Unincorporated community in Pennsylvania, US

Frazer is a census-designated place (CDP) in East Whiteland Township in Chester County, Pennsylvania, United States. It is located along US 30 between Exton and Malvern, and is the northern terminus for Pennsylvania Route 352. The former main line of the Pennsylvania Railroad, currently owned and operated by Amtrak and also used by SEPTA, passes through Frazer. While no station is located there, SEPTA Frazer Yard is a maintenance facility for the Paoli/Thorndale Line regional rail service. In 2019, the Delaware Valley Regional Planning Commission conducted a feasibility study for a new SEPTA station in Frazer and recommended a location near Immaculata University.

==Demographics==

Historical population
| Census | Pop. | Note | %± |
|---|---|---|---|
| 2020 | 3,635 |  | — |

===2020 census===

As of the 2020 census, Frazer had a population of 3,635. The median age was 36.9 years. 23.4% of residents were under the age of 18 and 13.7% of residents were 65 years of age or older. For every 100 females there were 105.0 males, and for every 100 females age 18 and over there were 108.2 males age 18 and over.

100.0% of residents lived in urban areas, while 0.0% lived in rural areas.

There were 1,370 households in Frazer, of which 37.5% had children under the age of 18 living in them. Of all households, 61.2% were married-couple households, 15.7% were households with a male householder and no spouse or partner present, and 19.3% were households with a female householder and no spouse or partner present.
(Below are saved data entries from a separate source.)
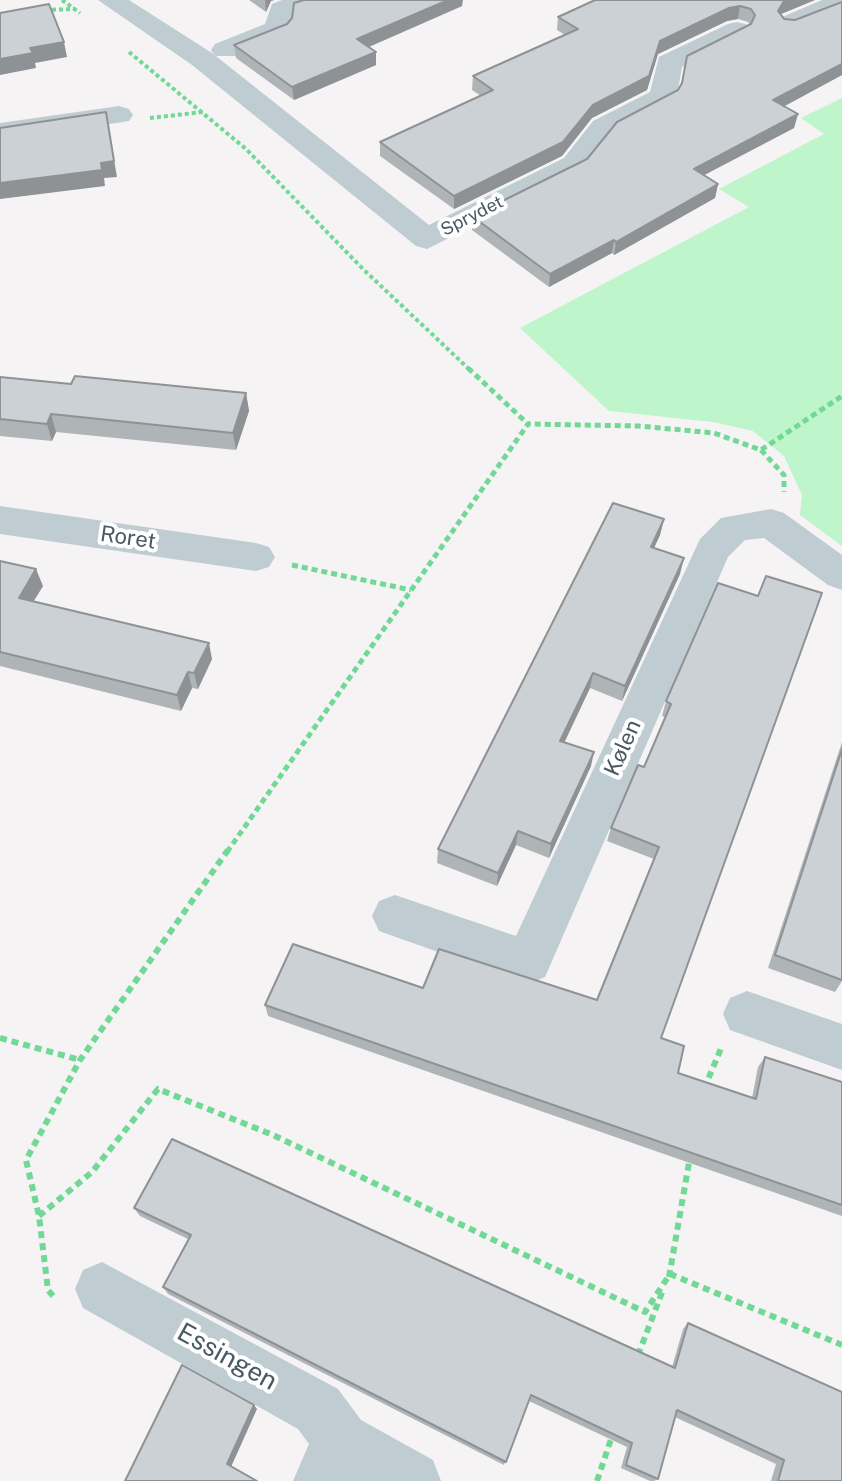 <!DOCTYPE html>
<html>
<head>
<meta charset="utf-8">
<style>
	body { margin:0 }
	canvas { display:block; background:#f5f3f3 }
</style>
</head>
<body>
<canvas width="842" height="1481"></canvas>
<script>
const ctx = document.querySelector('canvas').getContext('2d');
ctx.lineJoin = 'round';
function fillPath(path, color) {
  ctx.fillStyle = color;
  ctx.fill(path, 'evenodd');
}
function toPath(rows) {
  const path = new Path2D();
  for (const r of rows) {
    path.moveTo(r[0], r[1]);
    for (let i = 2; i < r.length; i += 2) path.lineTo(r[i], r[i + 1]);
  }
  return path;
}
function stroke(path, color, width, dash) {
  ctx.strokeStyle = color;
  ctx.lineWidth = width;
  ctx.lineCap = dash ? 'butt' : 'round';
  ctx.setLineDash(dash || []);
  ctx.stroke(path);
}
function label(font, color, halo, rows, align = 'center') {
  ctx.font = font + ' "Public Sans",sans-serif';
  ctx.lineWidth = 8;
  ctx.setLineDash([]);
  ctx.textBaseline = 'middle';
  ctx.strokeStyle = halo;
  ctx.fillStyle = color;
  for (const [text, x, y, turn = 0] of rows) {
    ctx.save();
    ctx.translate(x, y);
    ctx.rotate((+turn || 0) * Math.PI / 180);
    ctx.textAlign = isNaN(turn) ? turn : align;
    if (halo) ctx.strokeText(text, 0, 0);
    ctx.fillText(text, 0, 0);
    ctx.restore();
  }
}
const green = toPath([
	[842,98,842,546,800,515,802,495,784,456,753,431,713,422,609,411,520,328,749,207,719,189,824,134,801,118]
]);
const pathFar2 = toPath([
	[62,0,80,13],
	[45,10,74,9],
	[129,52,246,149,364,270,470,370],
	[150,118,203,112]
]);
const pathFar1 = toPath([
	[468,368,528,424],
	[761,450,784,475,784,492],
	[292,565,411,590],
	[227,852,528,424,639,426,714,433,761,450,842,396]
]);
const path = toPath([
	[0,1038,80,1060],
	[704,1089,722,1046],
	[39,1216,92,1172,158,1089,273,1135,645,1312,670,1274,842,1345],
	[669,1277,690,1157],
	[53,1296,48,1290,39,1216,26,1160,80,1060,228,850],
	[638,1355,663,1290],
	[597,1481,613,1433]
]);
const minor = toPath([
	[98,0,129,0,212,53,429,225,564,158,593,121,650,92,659,57,728,24,737,22,746,24,750,30,746,36,682,67,677,96,673,102,613,133,584,170,427,249,416,246,192,65,98,0],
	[282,0,318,0,314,6,293,14,287,34,235,56,215,56,211,50,215,44,265,24,272,4,282,0],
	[822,0,842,0,842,11,791,31,782,29,778,23,782,17,822,0],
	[119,106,129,109,133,115,129,121,0,141,0,123,119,106],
	[0,506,256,543,269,547,275,557,269,567,256,571,0,534,0,506],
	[771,509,784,513,842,555,842,590,828,585,764,538,745,540,728,557,545,977,528,984,379,931,372,916,379,901,395,895,516,936,700,539,721,518,771,509],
	[747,991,842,1024,842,1070,730,1030,723,1014,730,998,747,991],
	[102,1262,338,1389,361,1420,433,1460,441,1481,293,1481,309,1444,298,1429,83,1308,75,1289,83,1270,102,1262]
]);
const wall = toPath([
	[249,0,274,0,271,1,266,12],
	[595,0,815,0,781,14,842,75,784,106,798,114,794,128,704,175,718,184,715,198,614,255,612,253,549,287,472,230,472,216,587,159,678,90,750,25,748,22,738,19,727,21,658,54,647,90,592,118,562,156,454,209,380,156,380,142,481,96,472,90,473,76,565,35,557,30,558,17],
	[462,6,369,47,376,65,294,100,236,58,234,45,287,24,292,18],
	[0,377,71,384,246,393,249,411,236,450,56,432,52,441,0,436],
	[664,519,660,535,654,548,680,574,622,701,590,688,564,742,591,766,549,858,516,845,497,886,437,863,438,849],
	[0,561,43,586,33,602,212,659,198,689,192,688,181,711,0,666],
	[718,583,661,1038,678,1073,752,1098,758,1067,765,1057,842,1082,842,1216,268,1016,265,1005,423,988,597,1000,654,859,607,841,611,828,644,767,665,717,662,716,666,701],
	[842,742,842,981,835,992,768,968],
	[134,1208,672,1367,683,1329,688,1323,842,1481,771,1481,776,1464,675,1417,658,1479,654,1481,650,1481,621,1468,627,1447,529,1401,504,1465,168,1294,163,1287,188,1239,140,1216]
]);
const shadedWall = toPath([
	[265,0,274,0,271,1,266,12],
	[448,0,463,0,462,6,357,52,357,39],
	[786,0,815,0,781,14,778,11,784,1],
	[740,6,738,19,727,21,658,54,647,90,592,118,562,156,454,209,454,196,660,41,729,8],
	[64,42,67,57,35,63,36,68,0,75,0,59,30,48],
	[376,52,376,65,294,100,292,87],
	[842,64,842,75,770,114,773,100],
	[106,112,117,177,104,178,105,186,0,199,0,183,101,163],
	[798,114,794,128,691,182,694,169],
	[718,184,715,198,614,255,616,242],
	[614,240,612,253,549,287,550,274],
	[246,393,249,411,236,450,233,433],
	[51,414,56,432,52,441,47,424],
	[664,519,660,535,647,563,651,547],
	[684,558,680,574,622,701,625,686],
	[36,569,43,586,25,615,19,598],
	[209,643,212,659,198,689,194,673],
	[188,672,192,688,181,711,177,695],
	[593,673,590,688,558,756,560,741],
	[594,752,591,766,549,858,551,844],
	[518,831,516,845,497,886,498,873],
	[254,1405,257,1409,231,1467,227,1464]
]);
const building = toPath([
	[304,0,448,0,357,39,376,52,292,87,234,45,287,24,292,18,294,3,304,0],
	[595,0,786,0,784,1,778,11,784,19,795,20,842,2,842,64,773,100,798,114,694,169,718,184,616,242,614,240,550,274,472,216,587,159,617,122,678,90,682,83,687,56,751,24,755,15,751,9,740,6,729,8,660,41,649,76,593,105,563,142,454,196,380,142,493,90,473,76,578,29,558,17,595,0],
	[49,4,64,42,30,48,33,53,0,59,0,13,49,4],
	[106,112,114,161,101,163,102,170,0,183,0,128,106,112],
	[75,376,246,393,233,433,51,414,47,424,0,419,0,377,71,384,75,376],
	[613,503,664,519,651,547,684,558,625,686,593,673,560,741,594,752,551,844,518,831,498,873,438,849,613,503],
	[0,561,36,569,19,598,209,643,194,673,188,672,177,695,0,652,0,561],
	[766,576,822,593,661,1038,684,1046,678,1073,756,1099,765,1057,842,1082,842,1205,265,1005,293,944,423,988,439,949,597,1000,659,847,611,828,638,765,644,767,671,704,666,701,718,583,758,596,766,576],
	[842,749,842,980,775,955,842,749],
	[172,1139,675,1368,688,1323,842,1392,842,1481,778,1481,784,1460,677,1410,658,1479,626,1465,632,1443,531,1395,506,1462,163,1287,191,1235,134,1208,172,1139],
	[182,1365,254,1405,227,1464,257,1481,125,1481,182,1365]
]);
const farStreetnames = [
	["Sprydet",472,216,-27]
];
const streetNames = [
	["Roret",128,538,8],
	["Kølen",623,748,-66]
];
const nearStreetnames = [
	["Essingen",227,1357,29]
];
fillPath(green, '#bef5cb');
stroke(pathFar2, '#72d895', 4, [4, 3]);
stroke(pathFar1, '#72d895', 5, [6, 4]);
stroke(path, '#72d895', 6, [7, 5]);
fillPath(minor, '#bfcdd3');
fillPath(wall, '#afb4b7');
fillPath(shadedWall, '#8f9295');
fillPath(building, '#ccd1d5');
stroke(building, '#8f9295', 2);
label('18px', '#485a63', '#fff', farStreetnames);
label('22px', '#485a63', '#fff', streetNames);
label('26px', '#485a63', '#fff', nearStreetnames);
</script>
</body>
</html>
About 19.7% of all households were made up of individuals and 7.2% had someone living alone who was 65 years of age or older.
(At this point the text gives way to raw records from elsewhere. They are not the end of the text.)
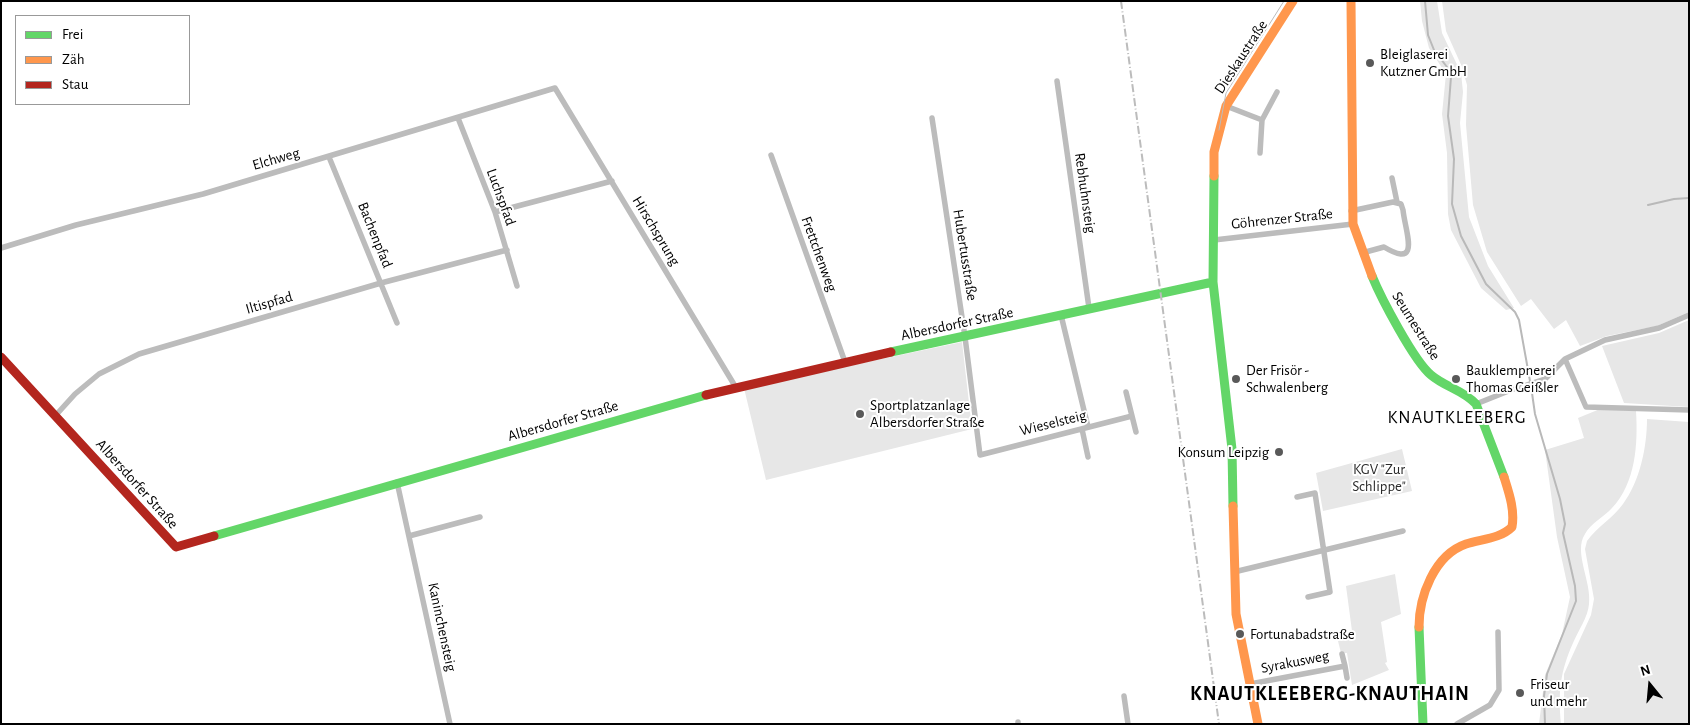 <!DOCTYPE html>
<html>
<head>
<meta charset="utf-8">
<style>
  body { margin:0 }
  #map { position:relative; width:1690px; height:725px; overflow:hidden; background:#fff; font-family:"Alegreya Sans",sans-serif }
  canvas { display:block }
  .frame { position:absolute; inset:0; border:2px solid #000; pointer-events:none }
  .legend { position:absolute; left:15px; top:15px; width:175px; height:90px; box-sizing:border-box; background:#fff; border:1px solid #999; margin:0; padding:6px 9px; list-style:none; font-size:15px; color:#000 }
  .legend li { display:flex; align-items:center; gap:10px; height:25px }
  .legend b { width:25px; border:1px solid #999 }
  .north { position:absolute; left:1625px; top:660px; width:50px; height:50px; -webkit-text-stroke:4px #fff; paint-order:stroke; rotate:343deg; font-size:14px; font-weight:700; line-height:20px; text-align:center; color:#000 }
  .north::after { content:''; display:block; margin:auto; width:18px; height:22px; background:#000; clip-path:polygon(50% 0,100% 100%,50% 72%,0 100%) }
</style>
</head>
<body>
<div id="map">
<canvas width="1690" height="725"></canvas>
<div class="frame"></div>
<ul class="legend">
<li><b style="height:6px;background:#63d668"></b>Frei</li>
<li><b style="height:6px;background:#ff974d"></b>Zäh</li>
<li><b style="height:6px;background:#b3261e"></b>Stau</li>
</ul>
<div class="north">N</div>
</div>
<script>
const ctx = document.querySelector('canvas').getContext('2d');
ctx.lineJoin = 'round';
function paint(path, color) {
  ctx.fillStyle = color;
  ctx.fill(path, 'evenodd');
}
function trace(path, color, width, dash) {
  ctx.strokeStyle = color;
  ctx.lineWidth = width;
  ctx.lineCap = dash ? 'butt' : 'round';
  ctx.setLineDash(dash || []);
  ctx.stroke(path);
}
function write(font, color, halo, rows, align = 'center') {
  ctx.font = font + ' "Alegreya Sans",sans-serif';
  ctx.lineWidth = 4;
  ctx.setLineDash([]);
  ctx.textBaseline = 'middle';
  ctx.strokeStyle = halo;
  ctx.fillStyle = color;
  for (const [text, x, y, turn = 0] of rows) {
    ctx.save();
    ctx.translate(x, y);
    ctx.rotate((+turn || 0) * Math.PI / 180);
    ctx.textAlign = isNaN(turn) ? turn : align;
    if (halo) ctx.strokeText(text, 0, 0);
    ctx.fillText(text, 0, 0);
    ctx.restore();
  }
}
const green = new Path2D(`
  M1420,1H1437L1442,33L1461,73L1463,92L1460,123L1469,217L1488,266L1514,308L1506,310L1481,288L1451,230L1448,214L1447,153L1442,114L1446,74L1429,48L1422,21Z
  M1442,1H1689V312L1657,326L1607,336L1580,346L1566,320L1554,329L1531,299L1521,306L1487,252L1473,205L1466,125L1467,85L1462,67L1446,31Z
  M1689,320V407L1624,403L1602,346L1659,333Z
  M962,342L972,429L766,480L744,388Z
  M1600,409L1636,411C1638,443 1636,483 1612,508C1604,517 1591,523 1585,534C1573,552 1592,582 1589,604C1588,617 1578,631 1573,643C1560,672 1558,692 1561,724H1539L1545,675L1562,634L1570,597L1557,537L1545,450L1584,438L1578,418Z
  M1647,419L1689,422V724H1564V674L1591,615L1594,599L1585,549L1587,541C1597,527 1613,518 1623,504C1640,481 1647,447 1647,419Z
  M1402,449L1412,491L1323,511L1316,473Z
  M1395,574L1401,614L1381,622L1387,662L1385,663L1389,670L1352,685L1347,653H1341L1337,637L1352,631L1346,586Z`);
const stream = new Path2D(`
  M1425,1L1428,35L1434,50L1447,67L1451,77L1448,116L1454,159L1452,204L1461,236L1486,284L1515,312L1519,320L1530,381
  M1648,205L1674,199L1689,198
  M1531,386L1535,414L1560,499L1565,524L1563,533L1575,586L1576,601L1547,674L1544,696L1545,724`);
const street = new Path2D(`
  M1057,81L1089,308
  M1226,106L1262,120
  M458,118L495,212L517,286
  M932,118L965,337L980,455L1132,416
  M1260,153L1262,120L1277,92
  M771,155L845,362
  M329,157L397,323
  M1392,178L1397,202
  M1351,211L1393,202L1401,204L1403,210C1405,231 1422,270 1384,247L1362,253
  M495,212L612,181
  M1214,240L1353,224
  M1,248L76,225L203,194L555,88L735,386
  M1061,315L1088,427
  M1565,359L1586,407L1689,410
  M1126,392L1136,432
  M1476,404L1511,390L1545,379L1565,359L1605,340L1659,328L1689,315
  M56,415L75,394L99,374L139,354L381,283L507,250
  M1082,429L1088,457
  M397,482L450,724
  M1297,497L1315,493L1330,592L1308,597
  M409,536L480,517
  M1234,572L1403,531
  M1342,654L1345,666
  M1250,684L1345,666L1347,678
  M1124,696L1128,724
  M1018,722V724
  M1457,724L1490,705L1499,690L1498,632`);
const fast = new Path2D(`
  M1214,176L1213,282L1232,449L1233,506
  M1372,276C1381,298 1414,361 1431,375C1445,387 1463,390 1476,404L1504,477
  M891,352L1213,282
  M214,536L706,395
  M1419,627L1423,724`);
const slow = new Path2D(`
  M1351,1L1353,224L1372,276
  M1214,176V152L1226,106L1293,1
  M1233,506L1236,614L1258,724
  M1419,627C1419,597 1434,555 1466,544C1481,539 1500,539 1512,527C1515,510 1509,493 1504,477`);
const jam = new Path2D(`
  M1,357L176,547L214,536
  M706,395L891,352`);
const tram = new Path2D(`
  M1219,130L1226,93L1284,1`);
const rail = new Path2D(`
  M1121,1L1219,724`);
const markers = [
  [1370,63,5,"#595959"],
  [1236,379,5,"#595959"],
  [1456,379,5,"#595959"],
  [860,414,5,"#595959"],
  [1279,452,5,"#595959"],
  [1240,634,5,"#595959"],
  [1520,693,5,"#595959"]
];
const poiNames = [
  ["Bleiglaserei",1380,54],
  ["Kutzner GmbH",1380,71],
  ["Der Frisör -",1246,370],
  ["Schwalenberg",1246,387],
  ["Bauklempnerei",1466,370],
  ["Thomas Geißler",1466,387],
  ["Sportplatzanlage",870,405],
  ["Albersdorfer Straße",870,422],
  ["Konsum Leipzig",1269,452,"right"],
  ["Fortunabadstraße",1250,634],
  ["Friseur",1530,684],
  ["und mehr",1530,701]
];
const streetNames = [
  ["Dieskaustraße",1241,57,-57],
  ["Elchweg",276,159,-16],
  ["Rebhuhnsteig",1085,193,82],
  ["Luchspfad",501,197,70],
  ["Göhrenzer Straße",1282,219,-6],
  ["Hirschsprung",656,231,59],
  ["Bachenpfad",375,235,68],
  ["Frettchenweg",819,254,70],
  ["Hubertusstraße",965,255,81],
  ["Iltispfad",269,303,-16],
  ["Albersdorfer Straße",957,324,-12],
  ["Seumestraße",1416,326,58],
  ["Albersdorfer Straße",563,421,-16],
  ["Wieselsteig",1053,423,-14],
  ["Albersdorfer Straße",137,484,48],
  ["Kaninchensteig",442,627,78],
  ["Syrakusweg",1295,662,-11]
];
const parkNames = [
  ["KGV \"Zur",1379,469],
  ["Schlippe\"",1379,486]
];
const quarterNames = [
  ["KNAUTKLEEBERG",1457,418]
];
const districtNames = [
  ["KNAUTKLEEBERG-KNAUTHAIN",1330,694]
];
paint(green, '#e7e7e7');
trace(stream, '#b9b9b9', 2);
trace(street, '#bcbcbc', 5.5);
trace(fast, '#63d668', 9);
trace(slow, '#ff974d', 9);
trace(jam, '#b3261e', 9);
trace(tram, '#bcbcbc', 1);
trace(rail, '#bcbcbc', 2, [8, 2.5, 1, 2.5]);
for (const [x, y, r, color] of markers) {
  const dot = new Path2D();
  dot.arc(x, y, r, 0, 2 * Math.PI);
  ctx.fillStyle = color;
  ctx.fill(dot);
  trace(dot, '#fff', 2);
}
write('15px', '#000', '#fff', poiNames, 'left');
write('15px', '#000', '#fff', streetNames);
write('15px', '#2b2b2b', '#fff', parkNames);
ctx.letterSpacing = '1px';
write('18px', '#000', '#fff', quarterNames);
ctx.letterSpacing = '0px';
ctx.letterSpacing = '1px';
write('bold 20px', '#000', '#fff', districtNames);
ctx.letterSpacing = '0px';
</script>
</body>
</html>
There were 1,436 housing units, of which 4.6% were vacant. The homeowner vacancy rate was 0.9% and the rental vacancy rate was 8.8%.

Racial composition as of the 2020 census
| Race | Number | Percent |
|---|---|---|
| White | 2,262 | 62.2% |
| Black or African American | 85 | 2.3% |
| American Indian and Alaska Native | 24 | 0.7% |
| Asian | 897 | 24.7% |
| Native Hawaiian and Other Pacific Islander | 0 | 0.0% |
| Some other race | 155 | 4.3% |
| Two or more races | 212 | 5.8% |
| Hispanic or Latino (of any race) | 320 | 8.8% |

==Education==
It is in the Great Valley School District.

==Notable people==
- Erma Keyes (1926–1999), All-American Girls Professional Baseball League player; born in Frazer and graduated from Ursinus College.
- Jack Lapp, a Major League Baseball catcher from 1908-1916 who played for the 1911 World Series champion Philadelphia Athletics, was born in Frazer.
- Archimedes Robb (1814–1875), American politician from Pennsylvania
- It is the town where singer-songwriter Jim Croce is buried.